It looks like every piece of software with some social interactivity component is getting stories nowadays. The most recent example of this was the Xbox app which now allows you to share gameplay moments with those in your gaming circle. Now, Microsoft has announced that stories are coming to OneDrive too.
Stories in OneDrive are termed as "photo story". It basically allows you to share photos and videos with friends and family, allowing them to interact with your content in the form of reacts and comments.
It is important to note that photos stories follow an invite-only mechanism and you need to share access by adding someone's Microsoft account. You also have the option to set a public access - and remove it later if want. Another configuration allows you to send an access link to people but you still have to approve their request after they open the link.
It is possible to customize a photo story as well. Of course, you can change your Microsoft account name and picture, but you can also set a cover photo and a description for your story.
Once you share a story, it will be visible to your followers in the "Shared" tab on their OneDrive. You can remove access for people or even delete photo stories through dedicated options.

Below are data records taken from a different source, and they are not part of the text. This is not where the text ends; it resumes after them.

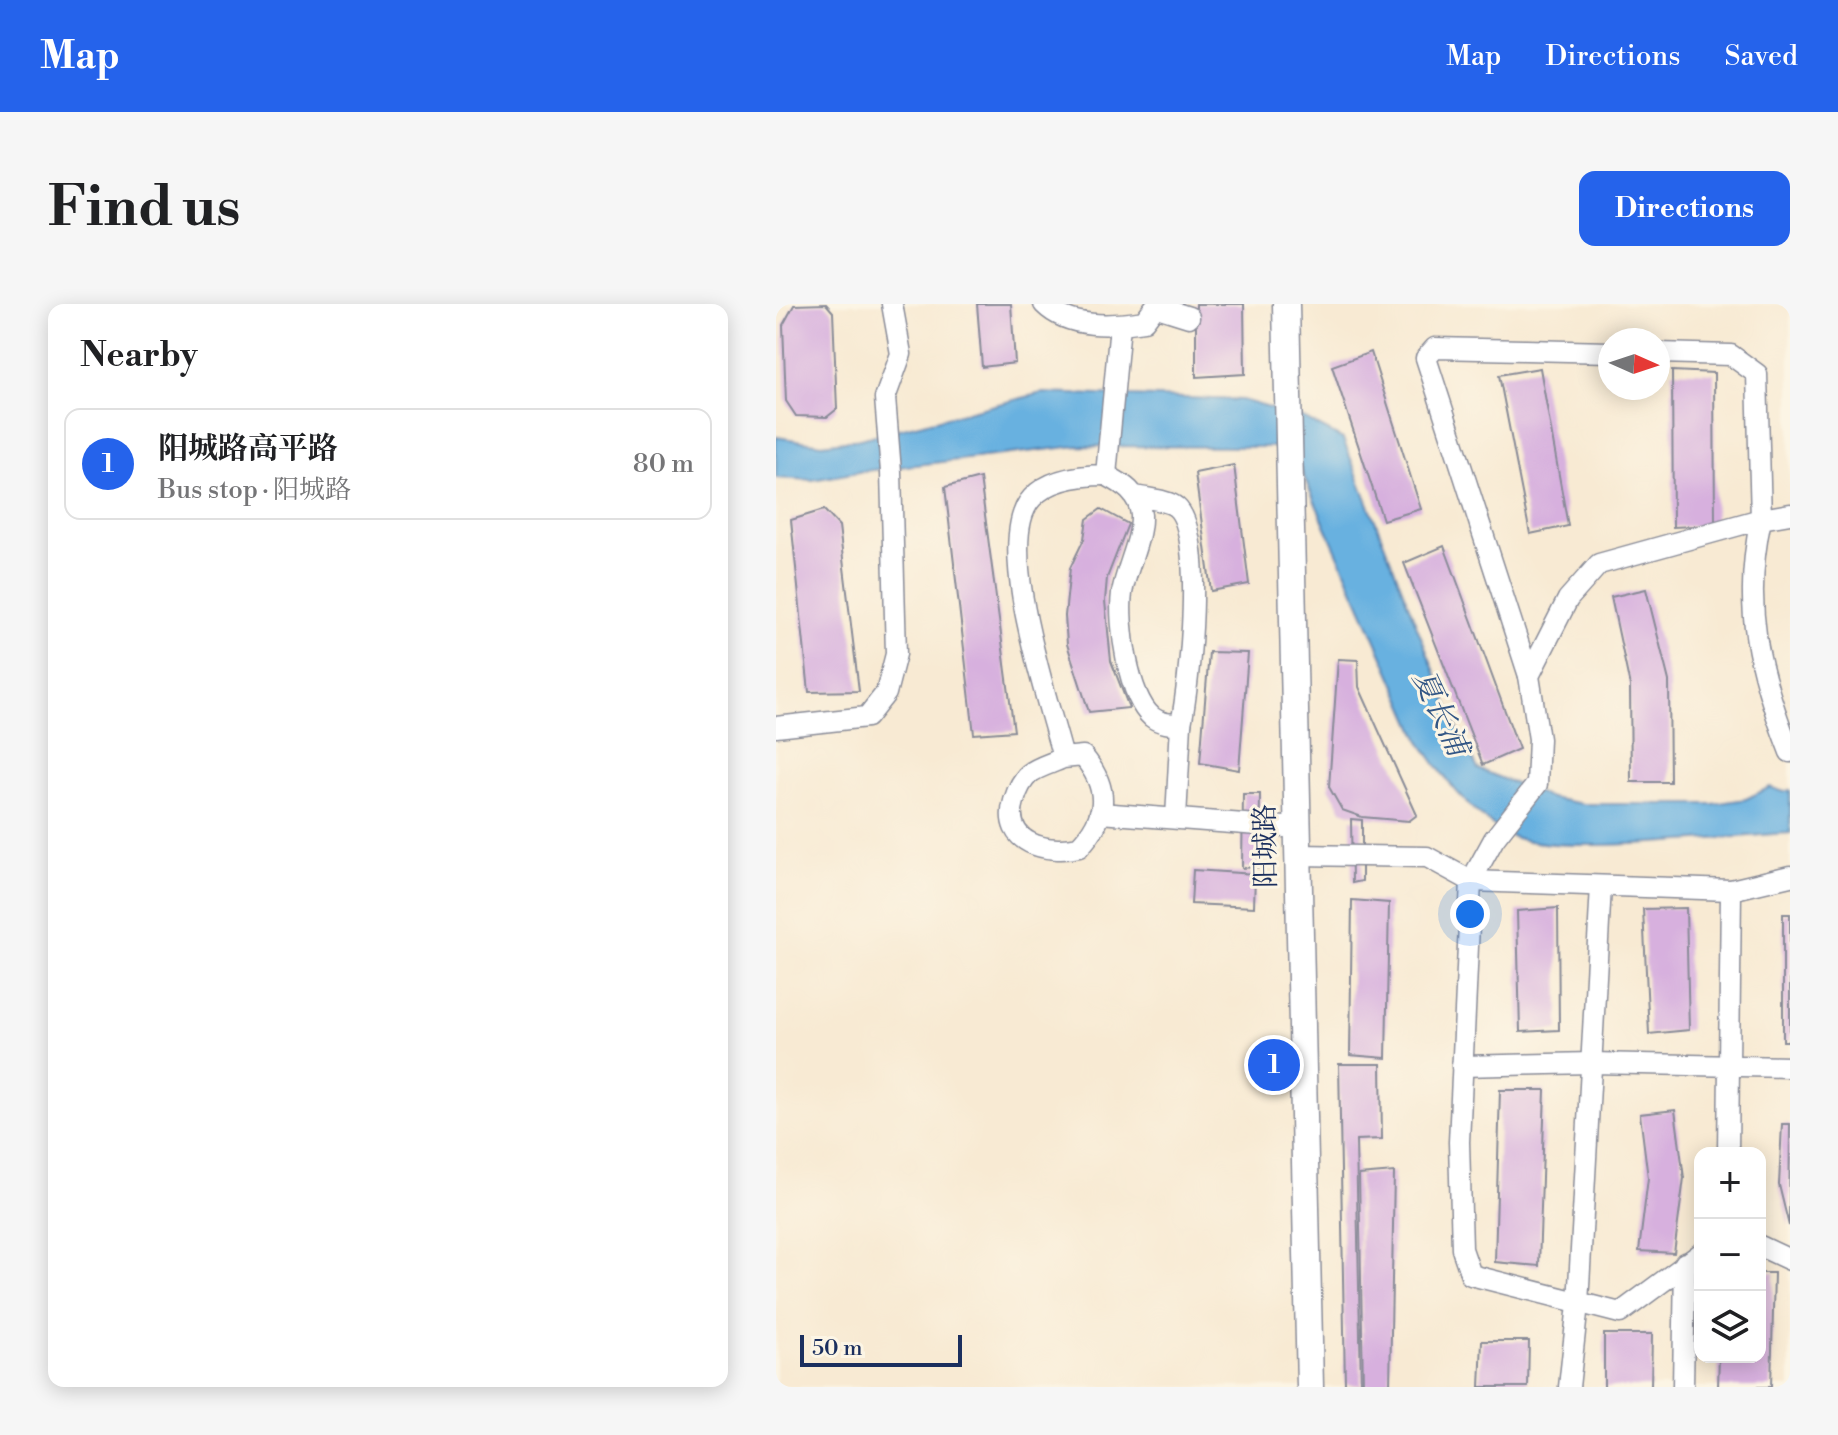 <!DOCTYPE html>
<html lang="en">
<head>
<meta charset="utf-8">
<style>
  :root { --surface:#fff; --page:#f6f6f6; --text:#202124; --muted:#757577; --line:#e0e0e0; --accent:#2563eb }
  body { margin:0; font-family:"Libre Bodoni","Noto Serif SC",serif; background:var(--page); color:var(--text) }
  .controls { position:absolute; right:24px; bottom:24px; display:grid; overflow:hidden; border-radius:16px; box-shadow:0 4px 20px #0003 }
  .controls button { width:72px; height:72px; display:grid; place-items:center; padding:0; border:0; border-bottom:2px solid var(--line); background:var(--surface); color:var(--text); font:40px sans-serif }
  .compass { position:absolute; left:822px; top:24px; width:72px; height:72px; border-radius:50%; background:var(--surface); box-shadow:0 4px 20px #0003; rotate:93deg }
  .scale { position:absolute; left:24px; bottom:20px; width:162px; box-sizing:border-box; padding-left:8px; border:4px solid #1b2f5e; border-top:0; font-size:22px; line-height:28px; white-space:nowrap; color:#1b2f5e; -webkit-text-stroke:6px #fcf5e5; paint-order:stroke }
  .you { position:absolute; left:694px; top:610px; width:28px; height:28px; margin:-20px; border:6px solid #fff; border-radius:50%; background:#1a73e8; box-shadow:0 0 0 12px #1a73e833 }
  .badge { display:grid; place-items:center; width:52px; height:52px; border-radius:50%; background:var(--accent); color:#fff; font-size:26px; font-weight:700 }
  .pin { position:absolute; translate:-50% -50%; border:4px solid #fff; box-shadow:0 2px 8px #0006 }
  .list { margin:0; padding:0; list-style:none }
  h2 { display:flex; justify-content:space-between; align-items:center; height:104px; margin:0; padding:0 32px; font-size:34px }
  h2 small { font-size:26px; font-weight:400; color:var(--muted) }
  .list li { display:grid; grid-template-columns:52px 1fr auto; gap:24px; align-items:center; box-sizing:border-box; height:112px; margin:0 16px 16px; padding:0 16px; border:2px solid var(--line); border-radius:16px }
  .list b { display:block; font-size:30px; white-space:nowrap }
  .list p { margin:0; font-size:26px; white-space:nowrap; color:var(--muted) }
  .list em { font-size:26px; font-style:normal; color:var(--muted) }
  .icon { flex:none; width:44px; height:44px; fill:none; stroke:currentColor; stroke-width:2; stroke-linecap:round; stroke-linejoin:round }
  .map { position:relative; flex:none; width:1014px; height:1083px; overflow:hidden; border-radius:16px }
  header { display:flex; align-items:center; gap:48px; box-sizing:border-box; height:112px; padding:0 40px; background:var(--accent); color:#fff }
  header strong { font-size:38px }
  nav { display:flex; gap:44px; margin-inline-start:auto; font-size:28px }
  .intro { display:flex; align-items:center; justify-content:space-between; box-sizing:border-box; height:192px; padding:0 48px }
  h1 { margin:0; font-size:56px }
  .button { padding:20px 36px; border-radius:16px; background:var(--accent); color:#fff; font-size:28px; font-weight:700 }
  main { display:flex; gap:48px; padding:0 48px }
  aside { flex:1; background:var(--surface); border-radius:16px; box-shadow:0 4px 20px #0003 }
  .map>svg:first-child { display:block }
  .water { fill:#68b1e0; stroke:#42709f; stroke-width:2 }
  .building { fill:#d7b0de }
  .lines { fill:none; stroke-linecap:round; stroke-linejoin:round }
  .minor-casing { stroke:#8a8c98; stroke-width:23 }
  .tertiary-casing { stroke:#8a8c98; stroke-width:29 }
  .minor { stroke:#fff; stroke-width:20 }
  .tertiary { stroke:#fff; stroke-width:26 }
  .labels { text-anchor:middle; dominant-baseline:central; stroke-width:6; stroke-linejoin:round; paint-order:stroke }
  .street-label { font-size:28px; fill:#1b2f5e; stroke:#fcf5e5 }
  .water-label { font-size:30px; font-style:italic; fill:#325685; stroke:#fcf5e5 }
</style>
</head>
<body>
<header>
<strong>Map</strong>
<nav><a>Map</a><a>Directions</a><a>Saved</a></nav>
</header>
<div class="intro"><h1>Find us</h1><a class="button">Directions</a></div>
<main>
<aside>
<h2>Nearby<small></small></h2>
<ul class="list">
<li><span class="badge">1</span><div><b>阳城路高平路</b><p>Bus stop · 阳城路</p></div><em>80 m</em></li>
</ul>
</aside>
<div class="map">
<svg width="1014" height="1083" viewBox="0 0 1014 1083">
  <rect width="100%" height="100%" fill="#fcf5e5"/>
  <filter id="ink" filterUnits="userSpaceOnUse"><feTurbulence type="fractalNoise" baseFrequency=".0125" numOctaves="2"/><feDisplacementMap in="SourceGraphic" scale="16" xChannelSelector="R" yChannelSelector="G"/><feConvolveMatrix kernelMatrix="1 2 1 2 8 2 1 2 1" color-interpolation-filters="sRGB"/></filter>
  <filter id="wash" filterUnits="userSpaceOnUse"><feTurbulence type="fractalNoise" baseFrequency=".006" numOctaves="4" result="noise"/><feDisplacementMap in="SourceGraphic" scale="32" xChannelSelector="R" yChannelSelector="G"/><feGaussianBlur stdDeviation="1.8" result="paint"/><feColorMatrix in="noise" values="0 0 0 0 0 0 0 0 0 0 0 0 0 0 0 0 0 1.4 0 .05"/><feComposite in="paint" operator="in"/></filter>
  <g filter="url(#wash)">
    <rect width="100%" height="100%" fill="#f8ead3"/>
    <!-- water -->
    <path class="water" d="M266,89l200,7 59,17 42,22 114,289 21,41 72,29 33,6h130l33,-5 24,-12 14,5 6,-2v43c-55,3 -240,24 -281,2 -38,-20 -65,-57 -88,-92l-121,-275 -26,-21 -196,-1 -214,25 -52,9 -36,-2v-41l46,7 38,-5z"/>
    <g id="blocks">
      <!-- building -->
      <g class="building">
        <path d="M50,0l7,8 4,97 -10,8 -31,-1 -10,-15 -3,-76 11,-20z"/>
        <path d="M201,0h34l4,59 -33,4z"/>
        <path d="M420,0h48l1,70 -49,3z"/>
        <path d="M595,48l50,157 -38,11 -51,-154z"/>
        <path d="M764,64l28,158 -38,8 -31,-159z"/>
        <path d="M896,67l42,2 1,152 -42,2z"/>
        <path d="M458,161l15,119 -38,7 -16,-118z"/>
        <path d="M204,174l34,253 -40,3 -29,-247z"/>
        <path d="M325,205l27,15 -21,54 -2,23 6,60 18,47 -40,4 -22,-68 -2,-28 5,-48 14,-29 3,-20z"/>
        <path d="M48,206l15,16 20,165 -50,1 -18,-172z"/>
        <path d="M668,242l75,203 -36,16 -79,-202z"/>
        <path d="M870,285l23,92 1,101h-39l-1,-96 -19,-89z"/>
        <path d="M433,348l39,1 -9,117 -39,-7z"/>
        <path d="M562,355l20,1 1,27 58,128 -8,6 -47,-4 -20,-7 -13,-23z"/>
        <path d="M467,490h17l-1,73 -17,1z"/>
        <path d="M575,515l11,1v61l-10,2z"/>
        <path d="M417,566l62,4 -1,33 -63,-3z"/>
        <path d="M576,596l37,3 -3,155 -36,-3z"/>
        <path d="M782,604l1,122 -39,2 -3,-121z"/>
        <path d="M910,604l3,122 -40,4 -6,-125z"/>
        <rect x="1007" y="610" width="7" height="127"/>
        <path d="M563,760h42l1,75 -26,1 5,245 -16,-1z"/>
        <path d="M724,786h45l-6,176 -44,-4z"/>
        <path d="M899,806l9,68 -10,75 -35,-2 9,-73 -8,-64z"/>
        <path d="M1006,820h8l-1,102 -10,-41z"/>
        <path d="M618,868l-4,214 -27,-1 -4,-210z"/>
        <path d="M984,969h14l-3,114h-53l1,-30h41z"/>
        <path d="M828,1030h48l-1,53h-47z"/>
        <path d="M706,1037h47l-1,46h-48z"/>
      </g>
    </g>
  </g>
  <g filter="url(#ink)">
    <use href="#blocks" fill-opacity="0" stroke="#8a8c98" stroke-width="2"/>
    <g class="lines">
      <!-- minor casing -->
      <g class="minor-casing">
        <g id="minor">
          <path d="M268,0c25,25 68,22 100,17l13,-17"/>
          <path d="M381,3l32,10"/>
          <path d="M882,49l73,2 26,19 4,145 29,-5"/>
          <path d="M330,171c17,9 33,18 35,40 1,25 -15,53 -19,78 -4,30 6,103 30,124 9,7 19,7 29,7 8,-38 25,-192 -5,-217 -8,-7 -29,-8 -40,-11"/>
          <path d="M753,372l-103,-318 9,-10 175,4"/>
          <path d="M0,423l91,-10 19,-24 10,-39 -5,-182 -6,-74 16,-44 -9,-50"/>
          <path d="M287,454l20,-2c27,33 25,61 -4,91 -31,7 -78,-3 -65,-46 3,-10 7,-20 15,-27 8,-7 24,-11 34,-16 -13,-53 -71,-217 -31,-260 18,-20 50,-23 74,-23l14,-150"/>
          <path d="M324,509l198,15"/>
          <path d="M400,514l5,-94"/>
          <path d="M522,551l129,2 44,24 260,9 59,-14"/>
          <path d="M686,762l129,-3 199,4"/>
          <path d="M952,849l3,-263"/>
          <path d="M984,942l30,14"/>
          <path d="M924,950l-80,59 -149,-38 -9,-26 -3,-107 12,-261 23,-42 43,-55 2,-45 -10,-63 39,-77 31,-35 162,-45c-19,86 -3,152 29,233"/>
          <path d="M793,1083l9,-83 23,-418"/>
          <path d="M907,1083l2,-124"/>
        </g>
      </g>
      <!-- tertiary casing -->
      <g class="tertiary-casing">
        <path id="tertiary" d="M510,0l24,1083"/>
      </g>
      <!-- minor -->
      <use href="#minor" class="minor"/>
      <!-- tertiary -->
      <use href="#tertiary" class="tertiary"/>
    </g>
  </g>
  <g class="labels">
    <!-- street labels -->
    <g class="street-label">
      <text transform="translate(490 542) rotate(-91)">阳城路</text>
    </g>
    <!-- water labels -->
    <g class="water-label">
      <text transform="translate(664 409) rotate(65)">夏长浦</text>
    </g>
  </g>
</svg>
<div class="controls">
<button>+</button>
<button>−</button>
<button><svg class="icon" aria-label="layers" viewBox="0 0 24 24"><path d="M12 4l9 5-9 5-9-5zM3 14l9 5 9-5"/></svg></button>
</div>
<svg class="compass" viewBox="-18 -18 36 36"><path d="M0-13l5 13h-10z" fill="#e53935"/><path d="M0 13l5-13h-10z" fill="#757577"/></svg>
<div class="scale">50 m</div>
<div class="you"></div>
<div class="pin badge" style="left:498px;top:761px">1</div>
</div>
</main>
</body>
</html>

OneDrive photo stories do not take up extra space on your account since you can only share photos that are stored on OneDrive only. That said, if you delete a photo that is being used in a photo story, a copy will still remain in the story and count towards your storage usage.
Microsoft has touted the lack of ads as a major selling point for this new feature and has also highlighted that you don't need to have a premium subscription in order to use it, a Microsoft account is enough. Photo stories are also designed to be private and won't show up in any search engines or related mechanisms.
Photo stories are currently supported on the following plans: OneDrive Basic 5 GB (free), OneDrive Standalone 100 GB, Microsoft 365 Personal, and Microsoft 365 Family. Work and school accounts are not currently supported.
The feature is currently available as a public preview in Australia only and will arrive in the U.S. and other countries later this year. There is no word on the tentative timelines for general availability yet.